If a line in the data holds "check", copy that line out in full.
------------------------
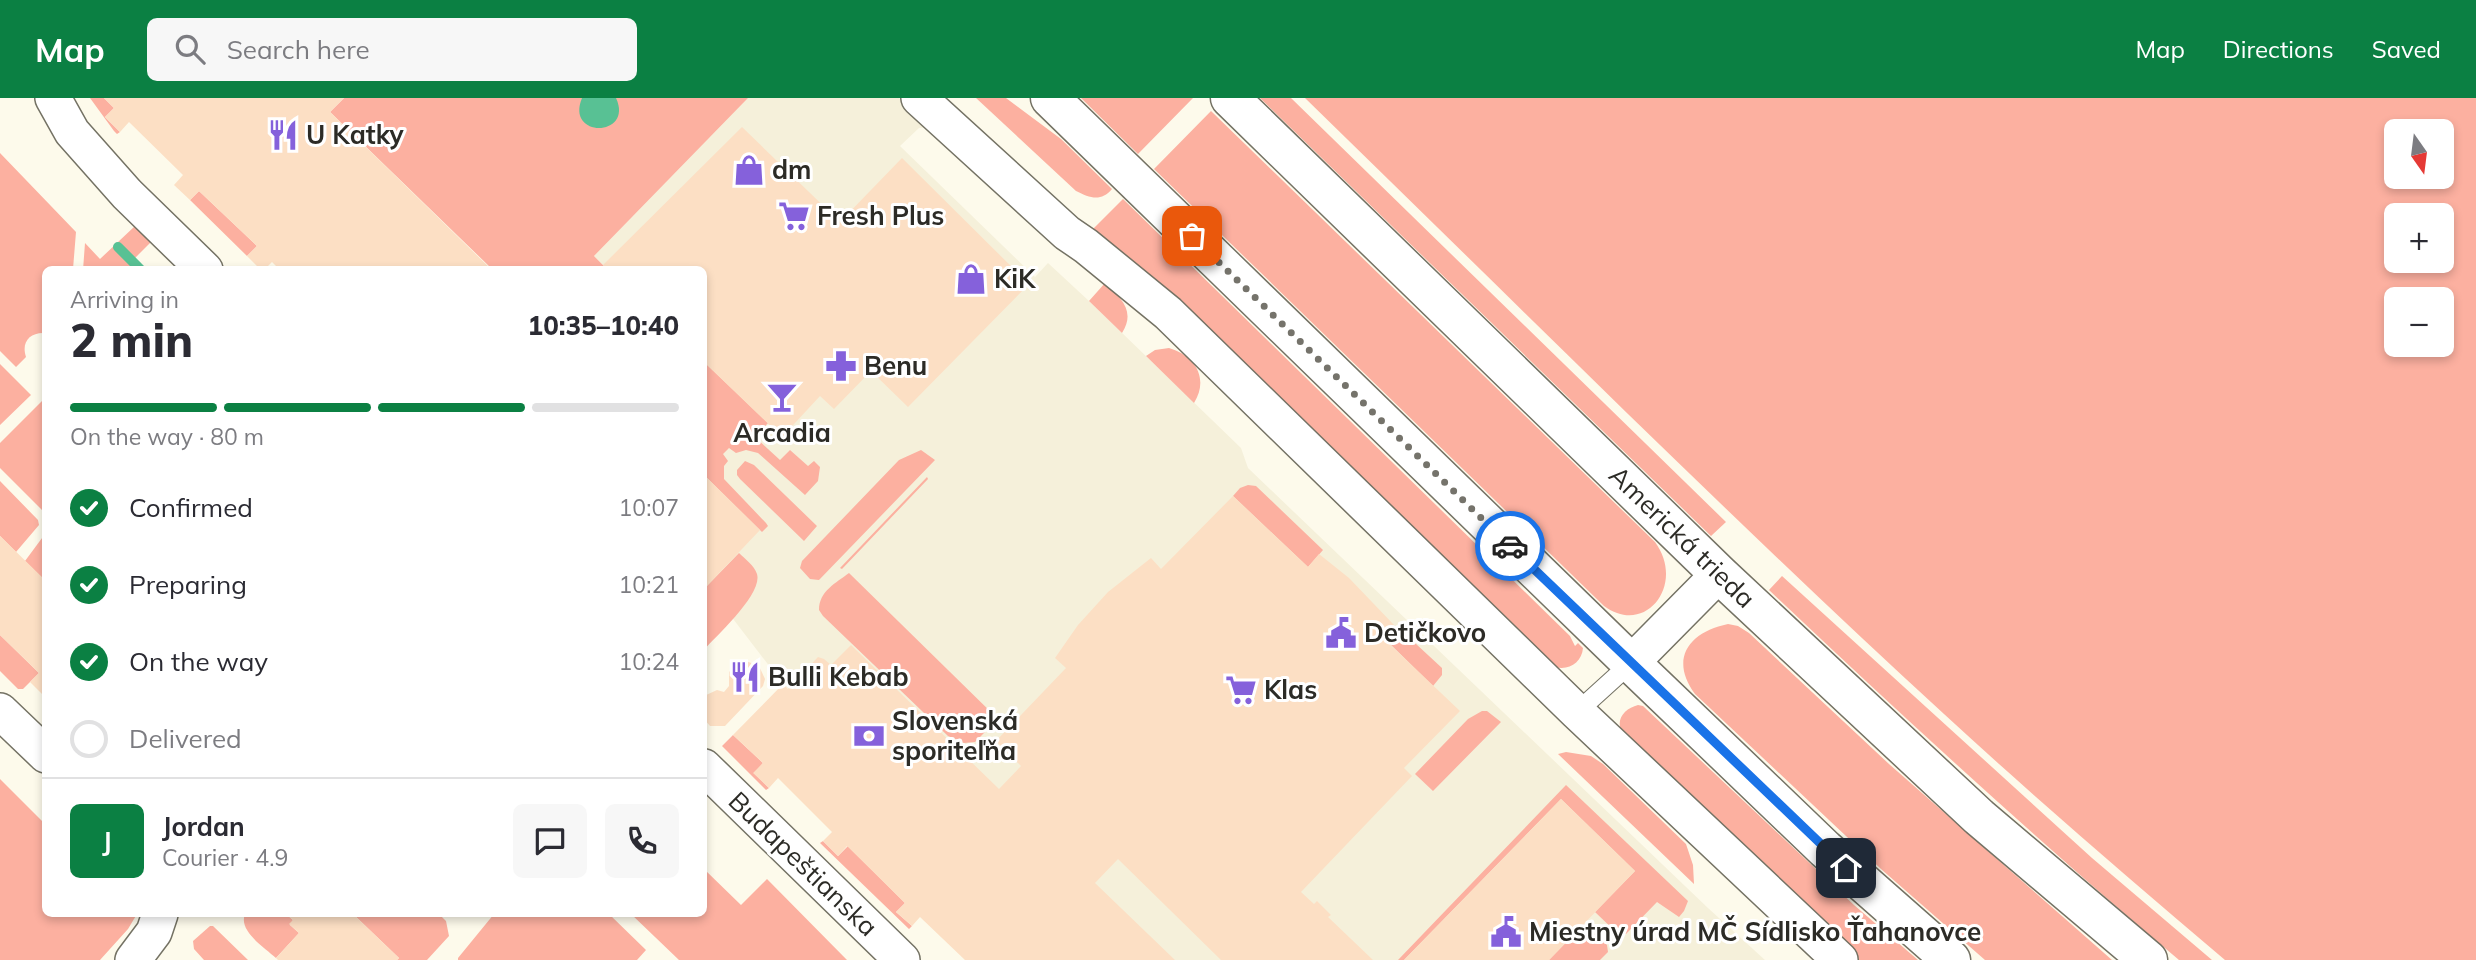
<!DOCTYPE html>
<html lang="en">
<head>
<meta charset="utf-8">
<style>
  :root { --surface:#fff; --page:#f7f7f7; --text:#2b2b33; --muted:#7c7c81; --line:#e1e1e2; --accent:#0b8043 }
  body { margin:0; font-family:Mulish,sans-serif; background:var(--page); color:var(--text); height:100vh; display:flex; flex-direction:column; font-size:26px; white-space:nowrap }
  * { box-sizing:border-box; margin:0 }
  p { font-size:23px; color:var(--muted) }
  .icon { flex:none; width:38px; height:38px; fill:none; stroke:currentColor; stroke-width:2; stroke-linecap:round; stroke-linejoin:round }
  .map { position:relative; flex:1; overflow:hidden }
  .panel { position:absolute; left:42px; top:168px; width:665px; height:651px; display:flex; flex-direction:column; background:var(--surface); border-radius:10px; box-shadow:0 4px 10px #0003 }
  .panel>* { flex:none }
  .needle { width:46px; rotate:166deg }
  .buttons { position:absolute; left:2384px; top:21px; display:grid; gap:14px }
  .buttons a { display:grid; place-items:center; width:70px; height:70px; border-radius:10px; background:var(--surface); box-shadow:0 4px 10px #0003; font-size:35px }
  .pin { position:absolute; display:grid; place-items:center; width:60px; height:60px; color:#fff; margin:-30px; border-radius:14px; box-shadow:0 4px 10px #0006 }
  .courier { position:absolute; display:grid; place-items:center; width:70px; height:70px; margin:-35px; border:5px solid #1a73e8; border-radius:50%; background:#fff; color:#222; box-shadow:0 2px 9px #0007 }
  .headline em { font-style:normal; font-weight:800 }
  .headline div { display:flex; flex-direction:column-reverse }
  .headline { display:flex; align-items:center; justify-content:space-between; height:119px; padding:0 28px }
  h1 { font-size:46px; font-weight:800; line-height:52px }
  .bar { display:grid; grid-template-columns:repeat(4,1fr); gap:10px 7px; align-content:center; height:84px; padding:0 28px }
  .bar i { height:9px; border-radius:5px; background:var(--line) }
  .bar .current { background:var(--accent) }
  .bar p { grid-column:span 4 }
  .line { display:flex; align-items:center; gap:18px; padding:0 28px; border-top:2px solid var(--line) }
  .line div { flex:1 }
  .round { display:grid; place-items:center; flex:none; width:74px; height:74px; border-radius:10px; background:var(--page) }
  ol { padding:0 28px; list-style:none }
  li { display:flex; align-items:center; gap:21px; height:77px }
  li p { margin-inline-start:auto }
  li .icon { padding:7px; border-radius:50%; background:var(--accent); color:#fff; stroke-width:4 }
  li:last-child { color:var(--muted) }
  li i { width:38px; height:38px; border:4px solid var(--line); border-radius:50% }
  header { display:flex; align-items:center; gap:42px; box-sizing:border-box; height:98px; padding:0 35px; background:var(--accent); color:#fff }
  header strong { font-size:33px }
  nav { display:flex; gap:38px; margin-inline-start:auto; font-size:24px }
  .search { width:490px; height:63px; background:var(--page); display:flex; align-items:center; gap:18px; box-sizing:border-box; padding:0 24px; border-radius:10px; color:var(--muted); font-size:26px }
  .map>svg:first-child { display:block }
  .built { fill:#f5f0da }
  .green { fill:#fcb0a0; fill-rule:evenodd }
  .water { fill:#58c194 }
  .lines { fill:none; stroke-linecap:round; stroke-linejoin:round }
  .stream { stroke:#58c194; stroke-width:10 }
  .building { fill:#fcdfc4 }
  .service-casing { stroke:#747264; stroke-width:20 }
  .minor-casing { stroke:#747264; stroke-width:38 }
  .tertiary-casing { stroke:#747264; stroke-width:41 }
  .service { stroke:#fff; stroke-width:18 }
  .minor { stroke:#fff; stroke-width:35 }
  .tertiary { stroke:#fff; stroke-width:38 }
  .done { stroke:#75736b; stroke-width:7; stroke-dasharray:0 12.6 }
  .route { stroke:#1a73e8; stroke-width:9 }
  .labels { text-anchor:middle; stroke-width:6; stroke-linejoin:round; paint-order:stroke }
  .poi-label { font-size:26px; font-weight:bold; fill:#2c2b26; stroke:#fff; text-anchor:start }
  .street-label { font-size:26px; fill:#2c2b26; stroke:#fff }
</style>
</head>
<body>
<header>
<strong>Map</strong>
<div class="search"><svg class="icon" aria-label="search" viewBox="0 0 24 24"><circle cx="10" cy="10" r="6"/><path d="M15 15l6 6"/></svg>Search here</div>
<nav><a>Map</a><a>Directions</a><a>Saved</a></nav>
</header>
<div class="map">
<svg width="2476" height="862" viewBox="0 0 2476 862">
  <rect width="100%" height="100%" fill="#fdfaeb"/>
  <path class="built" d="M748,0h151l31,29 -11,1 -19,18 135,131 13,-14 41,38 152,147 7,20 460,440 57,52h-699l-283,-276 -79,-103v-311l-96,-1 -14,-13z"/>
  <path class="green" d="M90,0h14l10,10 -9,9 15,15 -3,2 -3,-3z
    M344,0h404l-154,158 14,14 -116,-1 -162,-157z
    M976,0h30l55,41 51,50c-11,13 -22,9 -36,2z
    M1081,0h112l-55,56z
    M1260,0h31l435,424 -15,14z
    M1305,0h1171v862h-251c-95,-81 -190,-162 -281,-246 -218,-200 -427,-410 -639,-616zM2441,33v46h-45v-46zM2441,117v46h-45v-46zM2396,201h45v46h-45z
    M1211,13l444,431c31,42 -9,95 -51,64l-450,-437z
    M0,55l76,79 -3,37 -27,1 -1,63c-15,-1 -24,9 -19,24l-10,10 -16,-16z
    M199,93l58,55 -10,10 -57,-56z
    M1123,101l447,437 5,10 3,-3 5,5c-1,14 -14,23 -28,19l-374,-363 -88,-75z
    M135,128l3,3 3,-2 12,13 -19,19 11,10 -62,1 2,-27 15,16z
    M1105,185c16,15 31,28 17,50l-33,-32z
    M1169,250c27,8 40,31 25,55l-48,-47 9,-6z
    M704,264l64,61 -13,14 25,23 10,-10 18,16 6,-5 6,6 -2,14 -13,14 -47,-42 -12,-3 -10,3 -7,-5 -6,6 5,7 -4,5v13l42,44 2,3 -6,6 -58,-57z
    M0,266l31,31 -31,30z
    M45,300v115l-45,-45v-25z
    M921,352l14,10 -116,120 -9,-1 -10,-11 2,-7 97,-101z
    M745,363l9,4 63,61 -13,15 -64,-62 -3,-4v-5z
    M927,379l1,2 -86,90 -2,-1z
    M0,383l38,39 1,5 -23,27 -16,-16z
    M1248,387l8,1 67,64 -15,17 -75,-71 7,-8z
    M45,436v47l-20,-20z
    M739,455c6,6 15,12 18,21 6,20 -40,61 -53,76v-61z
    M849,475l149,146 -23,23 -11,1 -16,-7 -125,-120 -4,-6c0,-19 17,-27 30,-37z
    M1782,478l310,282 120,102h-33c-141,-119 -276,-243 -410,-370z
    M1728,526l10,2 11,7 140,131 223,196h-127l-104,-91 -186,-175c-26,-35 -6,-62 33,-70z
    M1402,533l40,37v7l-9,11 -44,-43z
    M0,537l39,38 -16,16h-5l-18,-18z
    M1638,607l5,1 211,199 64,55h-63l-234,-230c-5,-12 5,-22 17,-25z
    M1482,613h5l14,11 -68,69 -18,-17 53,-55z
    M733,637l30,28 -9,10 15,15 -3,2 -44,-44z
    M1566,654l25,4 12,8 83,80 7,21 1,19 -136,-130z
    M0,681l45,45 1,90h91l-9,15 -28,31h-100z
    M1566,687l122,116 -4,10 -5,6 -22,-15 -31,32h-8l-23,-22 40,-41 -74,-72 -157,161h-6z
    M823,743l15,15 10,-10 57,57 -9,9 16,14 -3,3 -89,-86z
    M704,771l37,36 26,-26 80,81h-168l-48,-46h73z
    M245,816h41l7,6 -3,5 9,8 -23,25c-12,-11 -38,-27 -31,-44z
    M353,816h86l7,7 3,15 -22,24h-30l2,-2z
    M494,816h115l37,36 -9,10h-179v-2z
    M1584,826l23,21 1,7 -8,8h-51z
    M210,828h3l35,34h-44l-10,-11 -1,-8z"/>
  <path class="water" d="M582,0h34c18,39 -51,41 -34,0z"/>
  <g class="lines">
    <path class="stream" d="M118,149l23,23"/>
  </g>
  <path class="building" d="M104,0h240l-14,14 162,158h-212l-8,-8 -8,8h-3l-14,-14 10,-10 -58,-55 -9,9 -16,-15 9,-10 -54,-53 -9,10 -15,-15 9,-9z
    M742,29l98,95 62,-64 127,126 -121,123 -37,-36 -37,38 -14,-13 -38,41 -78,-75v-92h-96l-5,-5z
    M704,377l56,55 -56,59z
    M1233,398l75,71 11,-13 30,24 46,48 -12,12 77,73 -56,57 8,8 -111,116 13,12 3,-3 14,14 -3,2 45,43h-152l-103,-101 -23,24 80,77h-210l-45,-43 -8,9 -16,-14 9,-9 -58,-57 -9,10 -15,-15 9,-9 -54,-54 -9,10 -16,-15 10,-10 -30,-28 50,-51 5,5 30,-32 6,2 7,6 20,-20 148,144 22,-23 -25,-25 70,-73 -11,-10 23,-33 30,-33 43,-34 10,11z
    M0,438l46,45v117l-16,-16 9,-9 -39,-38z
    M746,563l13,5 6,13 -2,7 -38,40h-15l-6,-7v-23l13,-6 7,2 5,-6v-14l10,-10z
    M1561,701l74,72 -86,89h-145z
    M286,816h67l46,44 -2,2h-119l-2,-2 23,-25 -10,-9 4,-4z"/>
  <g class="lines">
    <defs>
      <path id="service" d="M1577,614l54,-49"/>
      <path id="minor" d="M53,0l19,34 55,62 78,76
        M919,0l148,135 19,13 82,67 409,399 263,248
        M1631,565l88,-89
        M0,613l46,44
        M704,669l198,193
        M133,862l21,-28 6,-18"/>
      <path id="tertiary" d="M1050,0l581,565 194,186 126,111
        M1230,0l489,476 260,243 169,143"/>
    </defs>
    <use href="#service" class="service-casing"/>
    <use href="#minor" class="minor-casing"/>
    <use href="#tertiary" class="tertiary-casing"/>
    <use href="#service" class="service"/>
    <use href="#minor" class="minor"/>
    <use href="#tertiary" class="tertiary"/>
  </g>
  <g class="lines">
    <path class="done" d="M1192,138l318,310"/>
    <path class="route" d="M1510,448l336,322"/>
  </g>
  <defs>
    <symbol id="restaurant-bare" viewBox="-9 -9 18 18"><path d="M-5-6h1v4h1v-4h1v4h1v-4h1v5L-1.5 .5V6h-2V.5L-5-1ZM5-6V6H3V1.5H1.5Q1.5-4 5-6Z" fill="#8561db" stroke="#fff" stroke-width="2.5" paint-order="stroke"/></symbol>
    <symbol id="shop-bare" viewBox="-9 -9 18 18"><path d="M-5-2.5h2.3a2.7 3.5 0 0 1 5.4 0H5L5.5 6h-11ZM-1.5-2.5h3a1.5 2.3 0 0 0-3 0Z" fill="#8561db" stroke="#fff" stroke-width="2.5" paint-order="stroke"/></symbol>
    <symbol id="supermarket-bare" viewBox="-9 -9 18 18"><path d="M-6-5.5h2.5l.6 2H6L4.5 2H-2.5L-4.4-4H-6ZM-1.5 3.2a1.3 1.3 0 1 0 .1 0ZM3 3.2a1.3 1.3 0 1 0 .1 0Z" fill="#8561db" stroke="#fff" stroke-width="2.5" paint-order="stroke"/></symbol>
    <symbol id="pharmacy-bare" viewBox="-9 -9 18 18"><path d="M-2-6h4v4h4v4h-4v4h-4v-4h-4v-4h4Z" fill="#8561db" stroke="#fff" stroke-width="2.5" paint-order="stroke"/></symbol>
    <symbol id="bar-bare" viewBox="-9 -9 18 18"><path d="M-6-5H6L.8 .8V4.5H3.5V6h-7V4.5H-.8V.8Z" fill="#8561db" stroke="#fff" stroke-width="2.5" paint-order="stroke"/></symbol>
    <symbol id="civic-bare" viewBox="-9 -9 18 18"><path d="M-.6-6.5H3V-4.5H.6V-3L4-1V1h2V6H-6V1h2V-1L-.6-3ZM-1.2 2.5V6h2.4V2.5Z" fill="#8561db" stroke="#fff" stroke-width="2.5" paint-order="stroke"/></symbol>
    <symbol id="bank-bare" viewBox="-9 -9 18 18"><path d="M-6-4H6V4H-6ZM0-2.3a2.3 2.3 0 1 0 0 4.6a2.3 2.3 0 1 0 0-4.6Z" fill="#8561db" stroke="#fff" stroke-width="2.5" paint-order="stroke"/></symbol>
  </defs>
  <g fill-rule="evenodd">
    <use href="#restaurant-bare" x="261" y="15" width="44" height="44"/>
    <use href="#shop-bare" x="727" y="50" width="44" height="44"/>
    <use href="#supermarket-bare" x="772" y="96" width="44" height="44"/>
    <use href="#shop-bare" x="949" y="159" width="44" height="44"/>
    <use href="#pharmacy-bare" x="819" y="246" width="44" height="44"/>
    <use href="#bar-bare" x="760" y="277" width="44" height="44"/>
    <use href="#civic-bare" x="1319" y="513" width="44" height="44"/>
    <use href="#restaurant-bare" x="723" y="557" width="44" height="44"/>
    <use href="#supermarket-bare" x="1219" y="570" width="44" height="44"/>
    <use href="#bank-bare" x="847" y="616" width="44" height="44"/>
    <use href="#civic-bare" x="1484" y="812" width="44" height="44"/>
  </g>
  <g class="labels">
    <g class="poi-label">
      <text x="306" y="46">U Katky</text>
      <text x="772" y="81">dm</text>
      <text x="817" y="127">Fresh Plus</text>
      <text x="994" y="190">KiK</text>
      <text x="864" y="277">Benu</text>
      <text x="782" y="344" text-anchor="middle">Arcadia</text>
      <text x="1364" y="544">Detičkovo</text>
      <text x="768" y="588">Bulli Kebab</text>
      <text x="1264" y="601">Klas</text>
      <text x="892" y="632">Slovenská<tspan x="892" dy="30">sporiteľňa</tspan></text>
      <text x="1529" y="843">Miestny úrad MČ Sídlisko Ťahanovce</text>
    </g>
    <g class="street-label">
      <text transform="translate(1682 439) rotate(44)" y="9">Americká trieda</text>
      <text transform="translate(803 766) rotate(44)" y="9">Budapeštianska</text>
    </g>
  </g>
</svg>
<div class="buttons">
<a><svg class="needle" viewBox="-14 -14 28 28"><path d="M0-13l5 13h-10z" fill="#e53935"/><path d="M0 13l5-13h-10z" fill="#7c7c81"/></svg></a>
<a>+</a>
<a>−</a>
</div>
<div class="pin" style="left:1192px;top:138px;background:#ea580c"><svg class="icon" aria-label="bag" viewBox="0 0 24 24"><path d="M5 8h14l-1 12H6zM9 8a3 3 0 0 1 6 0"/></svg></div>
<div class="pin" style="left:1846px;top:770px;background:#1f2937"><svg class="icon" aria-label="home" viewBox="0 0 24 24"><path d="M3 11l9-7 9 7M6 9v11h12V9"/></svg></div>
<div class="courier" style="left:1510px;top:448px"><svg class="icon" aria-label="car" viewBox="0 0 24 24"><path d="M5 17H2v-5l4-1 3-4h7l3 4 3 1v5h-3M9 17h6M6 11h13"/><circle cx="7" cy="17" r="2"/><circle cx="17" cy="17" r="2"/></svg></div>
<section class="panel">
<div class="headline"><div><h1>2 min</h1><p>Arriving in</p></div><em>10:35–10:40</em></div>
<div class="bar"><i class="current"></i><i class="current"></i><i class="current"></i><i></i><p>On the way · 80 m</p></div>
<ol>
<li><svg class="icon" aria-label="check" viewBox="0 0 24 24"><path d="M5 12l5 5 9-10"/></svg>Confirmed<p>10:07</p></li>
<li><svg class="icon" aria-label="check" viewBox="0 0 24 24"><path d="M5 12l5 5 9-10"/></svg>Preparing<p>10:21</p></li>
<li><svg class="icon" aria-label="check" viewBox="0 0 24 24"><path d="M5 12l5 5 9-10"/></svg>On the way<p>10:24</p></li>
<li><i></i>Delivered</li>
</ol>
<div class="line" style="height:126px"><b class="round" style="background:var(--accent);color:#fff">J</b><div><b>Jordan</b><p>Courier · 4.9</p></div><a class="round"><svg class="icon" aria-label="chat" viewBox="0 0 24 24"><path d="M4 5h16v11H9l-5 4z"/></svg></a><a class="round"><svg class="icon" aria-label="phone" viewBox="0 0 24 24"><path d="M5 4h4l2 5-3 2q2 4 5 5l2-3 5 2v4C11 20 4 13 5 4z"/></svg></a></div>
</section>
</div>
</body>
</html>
------------------------
Written response
<li><svg class="icon" aria-label="check" viewBox="0 0 24 24"><path d="M5 12l5 5 9-10"/></svg>Confirmed<p>10:07</p></li>
<li><svg class="icon" aria-label="check" viewBox="0 0 24 24"><path d="M5 12l5 5 9-10"/></svg>Preparing<p>10:21</p></li>
<li><svg class="icon" aria-label="check" viewBox="0 0 24 24"><path d="M5 12l5 5 9-10"/></svg>On the way<p>10:24</p></li>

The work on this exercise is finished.